We WERE speaking of buttermilk just yesterday, remember? Okay, so. I thought today I would write a post on How To Make Homemade Biscuits. Because the making of homemade biscuits is a lost art. Or an art that never was, here in Yankeeland. Either way, it’s a sad, SAD state of affairs when homemade biscuits become a dying breed. It’s a sure sign of the decline of a culture.
But never fear. Making a homemade biscuit is not difficult. It just takes a little bit of know-how. And a fresh carton of buttermilk. (Or a buttermilk substitute.)
This recipe is from the Mrs. Rowe’s Favorite Recipes — a cookbook I got from the Rowe’s Family Restaurant in Staunton, Virginia. This cookbook is LITERALLY falling apart and I can’t seem to find it online. I’d love to replace it. The next time my parents stop through Staunton on their way to visit me (they always stop at Mrs. Rowe’s for b’fast) I am going to have them inquire.
- 2 cups flour
- 1 tsp. salt
- 1 Tbsp. sugar
- 1 heaping Tbsp. baking powder
- ⅔ cup shortening
- 1 cup buttermilk
- Mix the dry ingredients in a medium-sized bowl.
- With a pastry blender (or two knives if you don’t have a pastry blender) cut the shortening into the dry ingredients until the mixture resembles fine crumbs. This part is important. Unlike a pie crust, you do not want big chunks of shortening.
- Stir in just enough buttermilk so the dough leaves the sides of the bowl and rounds up into a ball. (You may not need the entire cup of buttermilk.) Do NOT overmix. This makes the dough tough. You want it light and flaky.
- Turn the dough onto a lightly floured surface and knead lightly 10-15 times. Roll out or pat into a circle that’s about a half-inch thick — not too thin.

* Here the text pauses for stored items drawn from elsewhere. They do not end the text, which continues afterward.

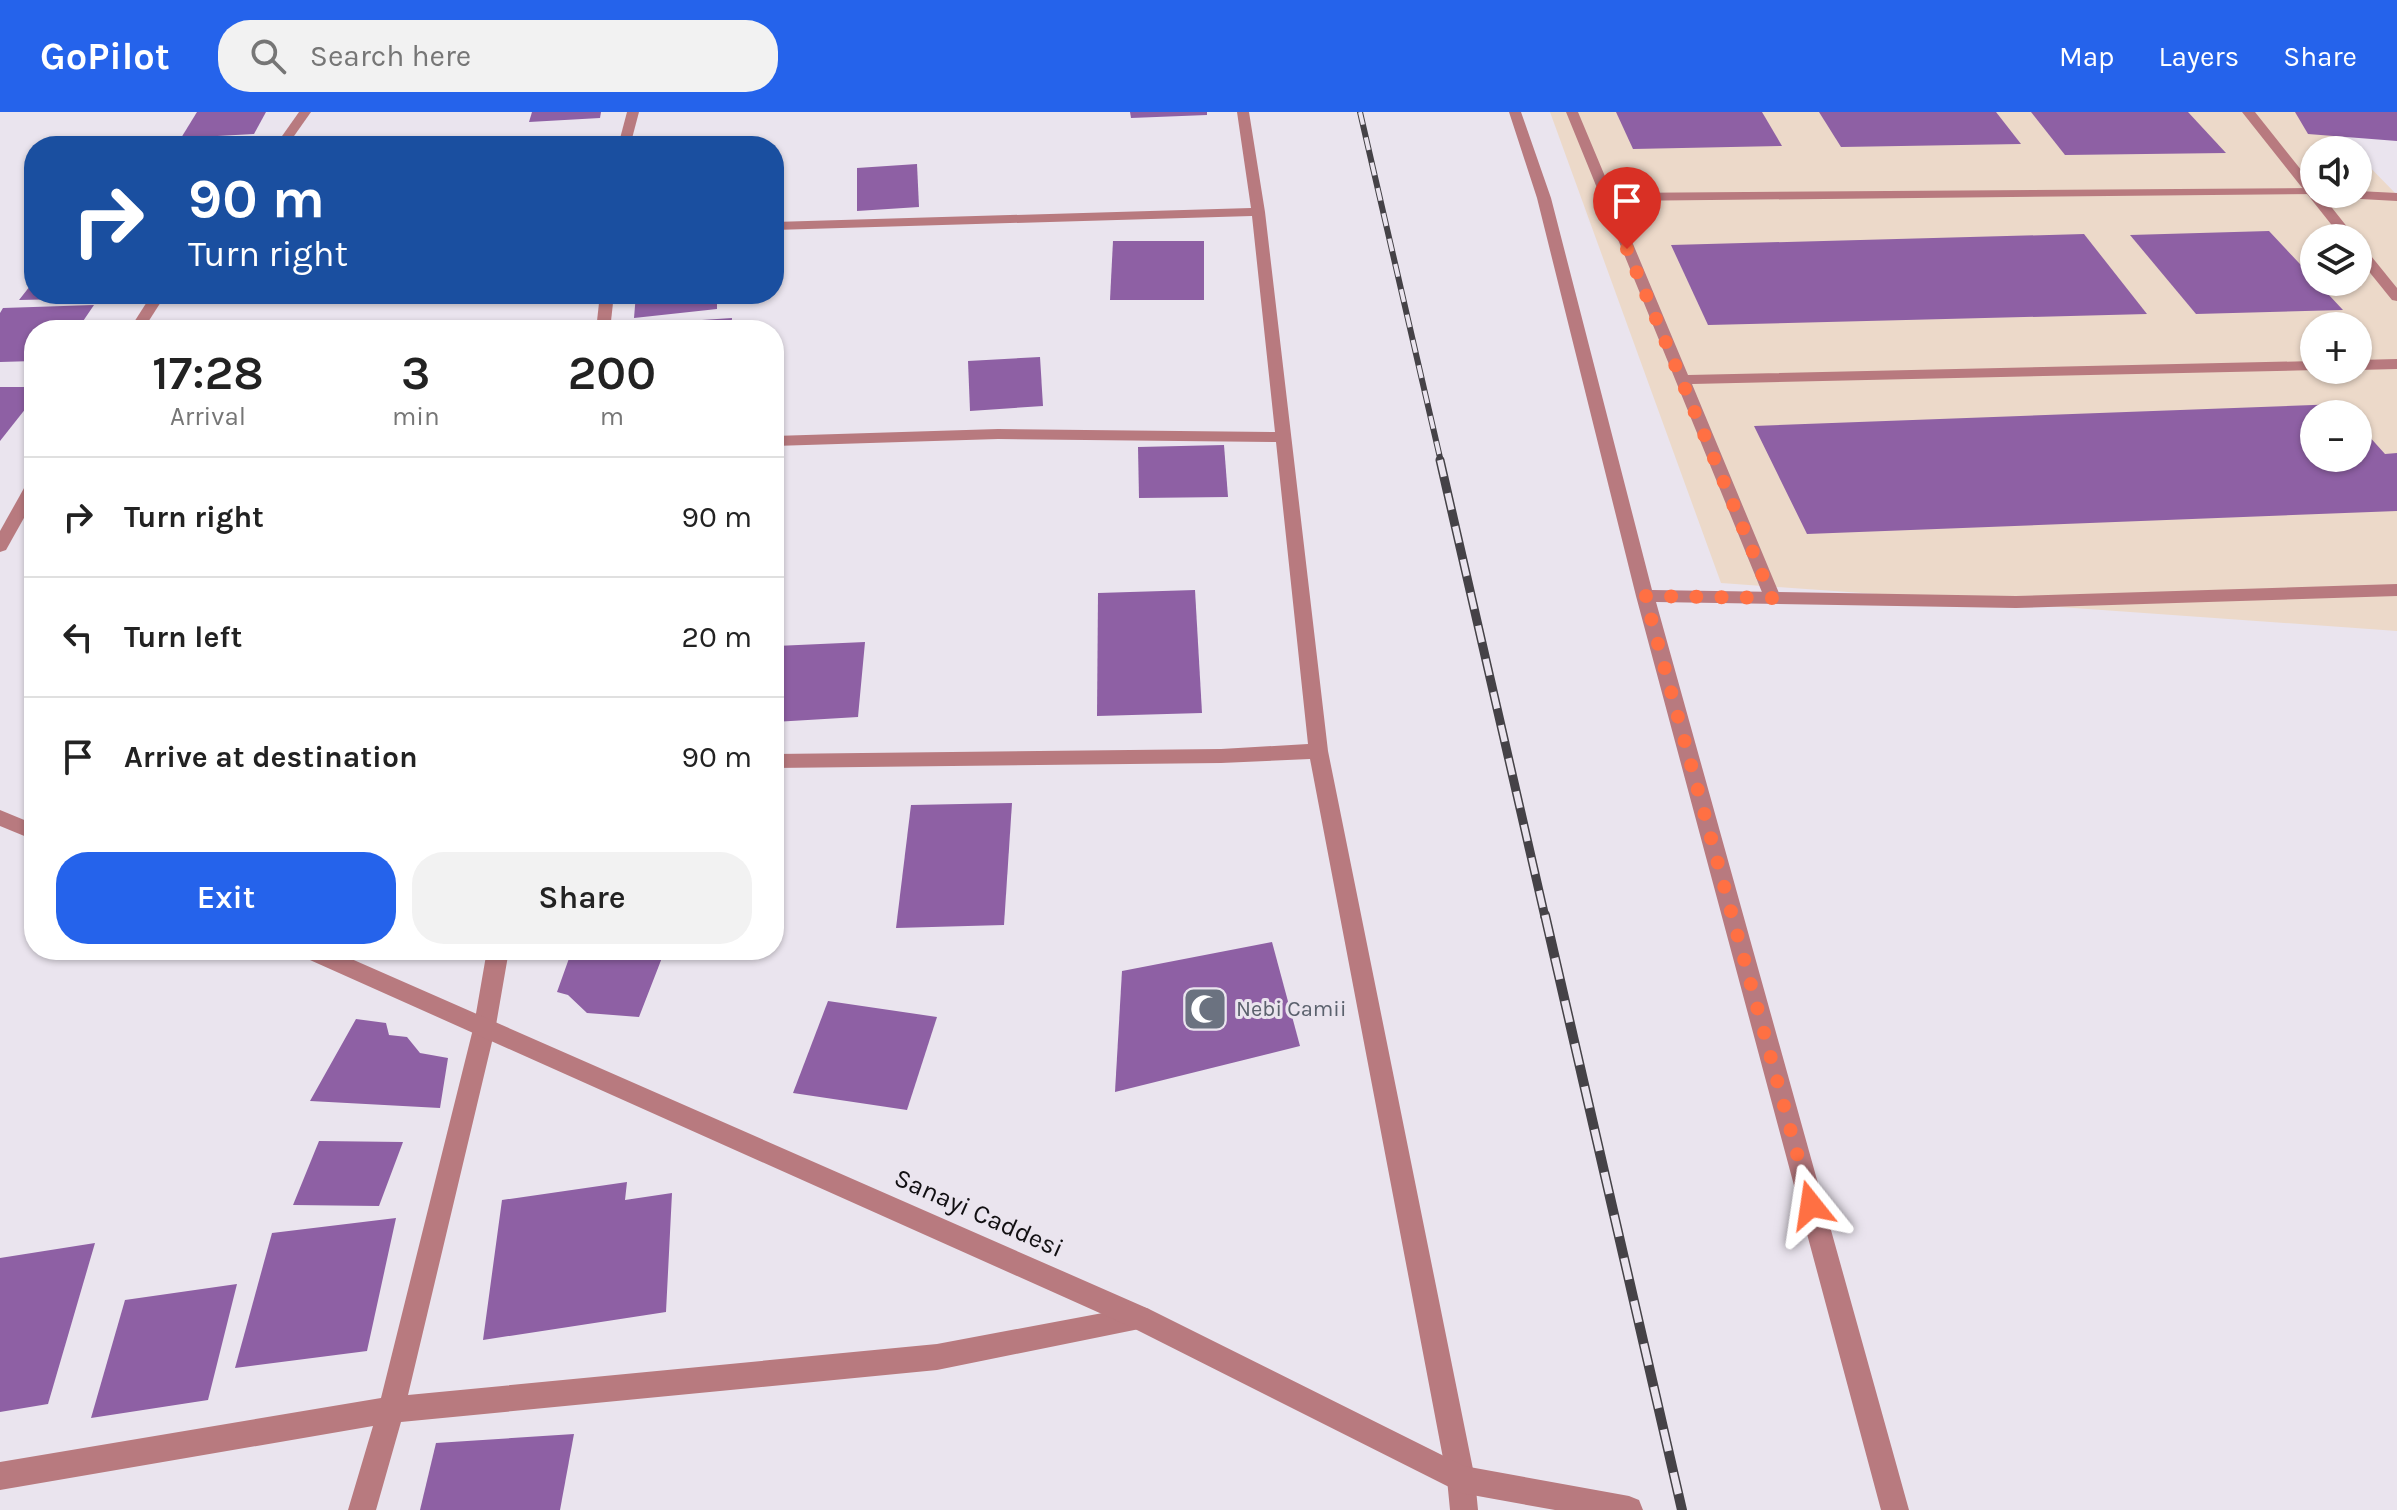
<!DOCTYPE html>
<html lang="en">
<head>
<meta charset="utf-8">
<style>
	:root { --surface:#fff; --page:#f2f2f2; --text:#222; --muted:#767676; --line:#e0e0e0; --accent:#2563eb }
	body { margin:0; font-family:Karla,sans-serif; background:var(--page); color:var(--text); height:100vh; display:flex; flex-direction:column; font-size:30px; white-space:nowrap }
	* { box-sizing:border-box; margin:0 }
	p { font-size:26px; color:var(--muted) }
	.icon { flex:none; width:44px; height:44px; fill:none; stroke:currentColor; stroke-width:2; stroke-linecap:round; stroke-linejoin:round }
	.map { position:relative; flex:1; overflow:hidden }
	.sheet { position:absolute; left:24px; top:208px; width:760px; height:640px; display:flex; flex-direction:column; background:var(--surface); border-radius:32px; box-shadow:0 2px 6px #0004 }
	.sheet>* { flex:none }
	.top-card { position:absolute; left:24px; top:24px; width:760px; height:168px; border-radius:32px; box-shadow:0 2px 6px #0004; background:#1a4fa0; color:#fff; overflow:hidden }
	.controls { position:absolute; left:2300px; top:24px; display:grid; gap:16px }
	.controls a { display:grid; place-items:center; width:72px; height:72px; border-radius:50%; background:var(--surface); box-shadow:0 2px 6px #0004; font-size:40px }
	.pin { position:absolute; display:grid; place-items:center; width:68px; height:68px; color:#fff; margin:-82px -34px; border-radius:50% 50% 50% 0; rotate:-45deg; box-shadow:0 0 8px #0007 }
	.pin .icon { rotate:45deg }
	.me { position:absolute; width:88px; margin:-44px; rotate:345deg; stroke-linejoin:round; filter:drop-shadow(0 0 6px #0008) }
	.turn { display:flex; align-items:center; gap:28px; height:168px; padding:0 32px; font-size:36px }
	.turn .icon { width:104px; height:104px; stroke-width:2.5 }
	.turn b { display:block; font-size:56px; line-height:68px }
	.eta { display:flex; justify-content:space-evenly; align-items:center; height:136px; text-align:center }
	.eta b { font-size:48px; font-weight:600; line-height:56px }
	.primary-button { display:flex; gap:16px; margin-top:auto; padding:16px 32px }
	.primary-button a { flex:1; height:92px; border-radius:32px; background:var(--accent); color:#fff; font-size:32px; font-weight:600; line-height:92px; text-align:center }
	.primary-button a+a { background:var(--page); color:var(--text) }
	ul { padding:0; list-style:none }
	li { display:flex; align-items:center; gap:24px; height:120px; padding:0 32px; border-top:2px solid var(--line) }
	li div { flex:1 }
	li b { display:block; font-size:30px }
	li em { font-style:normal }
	header { display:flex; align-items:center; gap:48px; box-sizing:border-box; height:112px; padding:0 40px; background:var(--accent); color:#fff }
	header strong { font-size:38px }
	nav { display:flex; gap:44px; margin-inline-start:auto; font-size:28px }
	.search { width:560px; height:72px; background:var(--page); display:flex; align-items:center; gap:20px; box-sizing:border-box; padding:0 28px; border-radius:32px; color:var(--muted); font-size:30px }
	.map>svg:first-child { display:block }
	.industrial { fill:#ecd9c9; fill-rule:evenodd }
	.building { fill:#8e60a4 }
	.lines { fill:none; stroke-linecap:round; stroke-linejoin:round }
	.minor { fill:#b87a7f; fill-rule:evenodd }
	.tertiary { fill:#b87a7f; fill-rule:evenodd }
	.rail-far2-casing { stroke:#454247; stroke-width:6 }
	.rail-far1-casing { stroke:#454247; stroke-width:9 }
	.rail-casing { stroke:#454247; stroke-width:10 }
	.rail-far2 { stroke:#eae4ee; stroke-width:4; stroke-dasharray:13; stroke-linecap:butt }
	.rail-far1 { stroke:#eae4ee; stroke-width:6; stroke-dasharray:17; stroke-linecap:butt }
	.rail { stroke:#eae4ee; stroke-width:7; stroke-dasharray:22; stroke-linecap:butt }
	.route { stroke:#ff7043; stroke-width:14; stroke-dasharray:0 25.2 }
	.labels { text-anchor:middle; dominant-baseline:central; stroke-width:6; stroke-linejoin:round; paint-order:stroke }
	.worship-label { font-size:22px; fill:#5b616d; stroke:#eae4ee; text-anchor:start }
	.near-street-label { font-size:26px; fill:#110f12; stroke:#eae4ee }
</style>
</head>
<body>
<header>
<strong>GoPilot</strong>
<div class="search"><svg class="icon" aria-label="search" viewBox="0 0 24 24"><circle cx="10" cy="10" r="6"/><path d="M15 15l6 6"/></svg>Search here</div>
<nav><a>Map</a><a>Layers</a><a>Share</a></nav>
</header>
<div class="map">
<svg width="2397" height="1398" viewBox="0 0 2397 1398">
	<rect width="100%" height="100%" fill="#eae4ee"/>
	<path class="industrial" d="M1550,0h766l37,38h-39v44h44v-39l39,40v436l-676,-48zM2314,126h44v44h-44zM2314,214h44v44h-44zM2314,302h44v44h-44z"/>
	<g class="building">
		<path d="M197,0h69l-12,22 -73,4z"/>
		<path d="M532,0h69l-1,6 -71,4z"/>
		<path d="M1130,0h77v3l-76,3z"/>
		<path d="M1616,0h146l20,34 -149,3z"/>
		<path d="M1819,0h177l25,32 -180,3z"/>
		<path d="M2031,0h157l38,41 -161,2z"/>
		<path d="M2295,0h102v29l-89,-7z"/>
		<path d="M917,52l2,43 -62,4v-43z"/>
		<path d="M2269,119l74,79 -147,4 -66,-79z"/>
		<path d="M2084,122l63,80 -439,11 -37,-80z"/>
		<path d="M1113,129h91v59h-94z"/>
		<path d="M34,169v13h77l-3,4 -89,2z"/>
		<path d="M636,182h81v15l-83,9z"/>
		<path d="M94,193l-17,25h-43v31l-34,1v-49l3,-5z"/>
		<path d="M732,206l-1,12h-90l1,-6z"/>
		<path d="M1040,245l3,49 -73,5 -2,-50z"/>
		<path d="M0,275h34v11l-34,43z"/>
		<path d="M2340,292l9,10h-35v44h44v-34l27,30 12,-1v58l-590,23 -53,-108z"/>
		<path d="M1224,333l4,52 -89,1 -1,-51z"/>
		<path d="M1195,478l7,123 -105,3 1,-123z"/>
		<path d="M865,530l-7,75 -84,5 2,-76z"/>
		<path d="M1012,691l-8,122 -108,3 15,-123z"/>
		<path d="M1272,830l28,104 -185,46 7,-121z"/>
		<path d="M572,838h93l-26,67 -52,-4 -19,-18 -11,-3z"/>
		<path d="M828,889l109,16 -30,93 -114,-17z"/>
		<path d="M356,907l30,4 3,12 18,2 13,16 28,5 -8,50 -130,-7z"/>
		<path d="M319,1029l84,1 -24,64 -86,-1z"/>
		<path d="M627,1070l-2,18 47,-7 -6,119 -183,28 19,-140z"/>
		<path d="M396,1106l-29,133 -132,17 37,-135z"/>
		<path d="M95,1131l-47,161 -48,8v-154z"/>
		<path d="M237,1172l-29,116 -117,18 34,-118z"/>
		<path d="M574,1322l-14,76h-140l16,-67z"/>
	</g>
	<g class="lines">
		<g class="minor">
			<path d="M299,0h12l-24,34h-12z"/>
			<path d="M627,0h12l-9,34h-12z"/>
			<path d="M1237,0h12l16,100 63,539 147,728 3,31h-28l-3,-31 -137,-720 -89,4 -447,5v-14l447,-5 87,-5 -32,-302 -278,-3 -224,7v-10l224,-7 277,3 -23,-216 -478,14v-8l477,-14z"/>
			<path d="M1566,0h12l34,81 702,-5v6h5l-704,7 73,174 626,-14 2,9 -624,14 89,214 -9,6 -6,-2z"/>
			<path d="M2358,79l39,2v8l-54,-3 -7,-4h22z"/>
			<path d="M152,182h14l-23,36h-14z"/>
			<path d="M600,182h14l-4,36h-14z"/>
			<path d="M2397,247v10l-39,1v-10z"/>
			<path d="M34,368v20l-28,50 -6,2v-21l28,-50z"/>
			<path d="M487,838h22l-13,75 -88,370 529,-51 203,-38 9,3 4,9 -4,9 -212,43 -536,52 -25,88h-28l25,-84 -373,64v-28l381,-64 93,-373z"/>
		</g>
		<g class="tertiary">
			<path d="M1509,0h12l30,86 101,392 364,6 381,-12v12l-381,12 -360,-6 253,908h-28l-245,-914 -99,-398z"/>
			<path d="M2242,0h13l59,74v8h7l35,44h-14z"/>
			<path d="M2358,133l5,1 34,42v13l-5,-1 -34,-42z"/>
			<path d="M0,698l34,14v16l-34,-14z"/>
			<path d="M298,838h33l818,359 315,157 165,30 10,4 4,10h-88l-94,-17 -330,-166 -830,-371z"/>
		</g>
		<g class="rail-far2-casing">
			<path id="rail-far2" d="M1360,0l81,350"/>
		</g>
		<g class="rail-far1-casing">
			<path id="rail-far1" d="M1440,348l105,457"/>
		</g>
		<g class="rail-casing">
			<path id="rail" d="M1545,803l137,595"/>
		</g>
		<use href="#rail-far2" class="rail-far2"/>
		<use href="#rail-far1" class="rail-far1"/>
		<use href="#rail" class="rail"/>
	</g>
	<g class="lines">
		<path class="route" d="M1627,137l145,349 -127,-2 166,609"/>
	</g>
	<defs>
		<g id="mosque-square" transform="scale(2.3)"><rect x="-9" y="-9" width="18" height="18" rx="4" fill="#6b7280" stroke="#eae4ee"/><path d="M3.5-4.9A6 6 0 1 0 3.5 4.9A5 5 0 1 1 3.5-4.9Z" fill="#fff"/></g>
	</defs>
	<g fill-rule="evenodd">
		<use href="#mosque-square" x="1205" y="897"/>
	</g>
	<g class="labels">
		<g class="worship-label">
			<text x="1236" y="897">Nebi Camii</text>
		</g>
		<g class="near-street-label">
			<text transform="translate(979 1101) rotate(24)">Sanayi Caddesi</text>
		</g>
	</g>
</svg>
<div class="controls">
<a><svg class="icon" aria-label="sound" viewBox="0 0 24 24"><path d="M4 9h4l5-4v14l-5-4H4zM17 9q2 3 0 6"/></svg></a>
<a><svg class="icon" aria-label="layers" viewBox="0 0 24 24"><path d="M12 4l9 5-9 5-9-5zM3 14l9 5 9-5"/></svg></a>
<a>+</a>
<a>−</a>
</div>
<div class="pin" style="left:1627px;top:137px;background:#d93025"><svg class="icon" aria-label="arrive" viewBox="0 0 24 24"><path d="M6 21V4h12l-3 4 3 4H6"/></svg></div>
<svg class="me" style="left:1811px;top:1093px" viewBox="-20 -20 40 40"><path d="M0-17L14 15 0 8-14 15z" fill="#ff7043" stroke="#fff" stroke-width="4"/></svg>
<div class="top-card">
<div class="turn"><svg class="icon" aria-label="right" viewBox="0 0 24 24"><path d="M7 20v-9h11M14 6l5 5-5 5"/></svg><div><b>90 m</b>Turn right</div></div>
</div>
<section class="sheet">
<div class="eta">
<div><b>17:28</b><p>Arrival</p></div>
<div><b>3</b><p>min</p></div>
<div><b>200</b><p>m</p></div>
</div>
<ul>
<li><svg class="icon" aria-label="right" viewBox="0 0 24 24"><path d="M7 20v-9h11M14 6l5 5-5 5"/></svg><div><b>Turn right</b></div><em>90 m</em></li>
<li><svg class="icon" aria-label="left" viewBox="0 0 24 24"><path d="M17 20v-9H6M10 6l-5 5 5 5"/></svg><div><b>Turn left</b></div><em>20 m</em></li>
<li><svg class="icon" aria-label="arrive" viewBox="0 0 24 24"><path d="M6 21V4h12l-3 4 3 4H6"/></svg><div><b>Arrive at destination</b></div><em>90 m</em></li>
</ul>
<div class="primary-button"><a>Exit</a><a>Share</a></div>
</section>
</div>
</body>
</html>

- Cut into circles with a biscuit cutter (or the rim of a glass, if you don’t have a biscuit cutter) and place them in an ungreased baking pan. You can space them about an inch apart if you want them crusty around the edges, but I usually place them close together so they are softer.
- Bake at 475 degrees for 10-15 minutes, until they are light brown on top. Eat them immediately, slathered with butter and topped with your choice of condiment — honey, molasses, apple butter, sausage gravy… The list is infinite.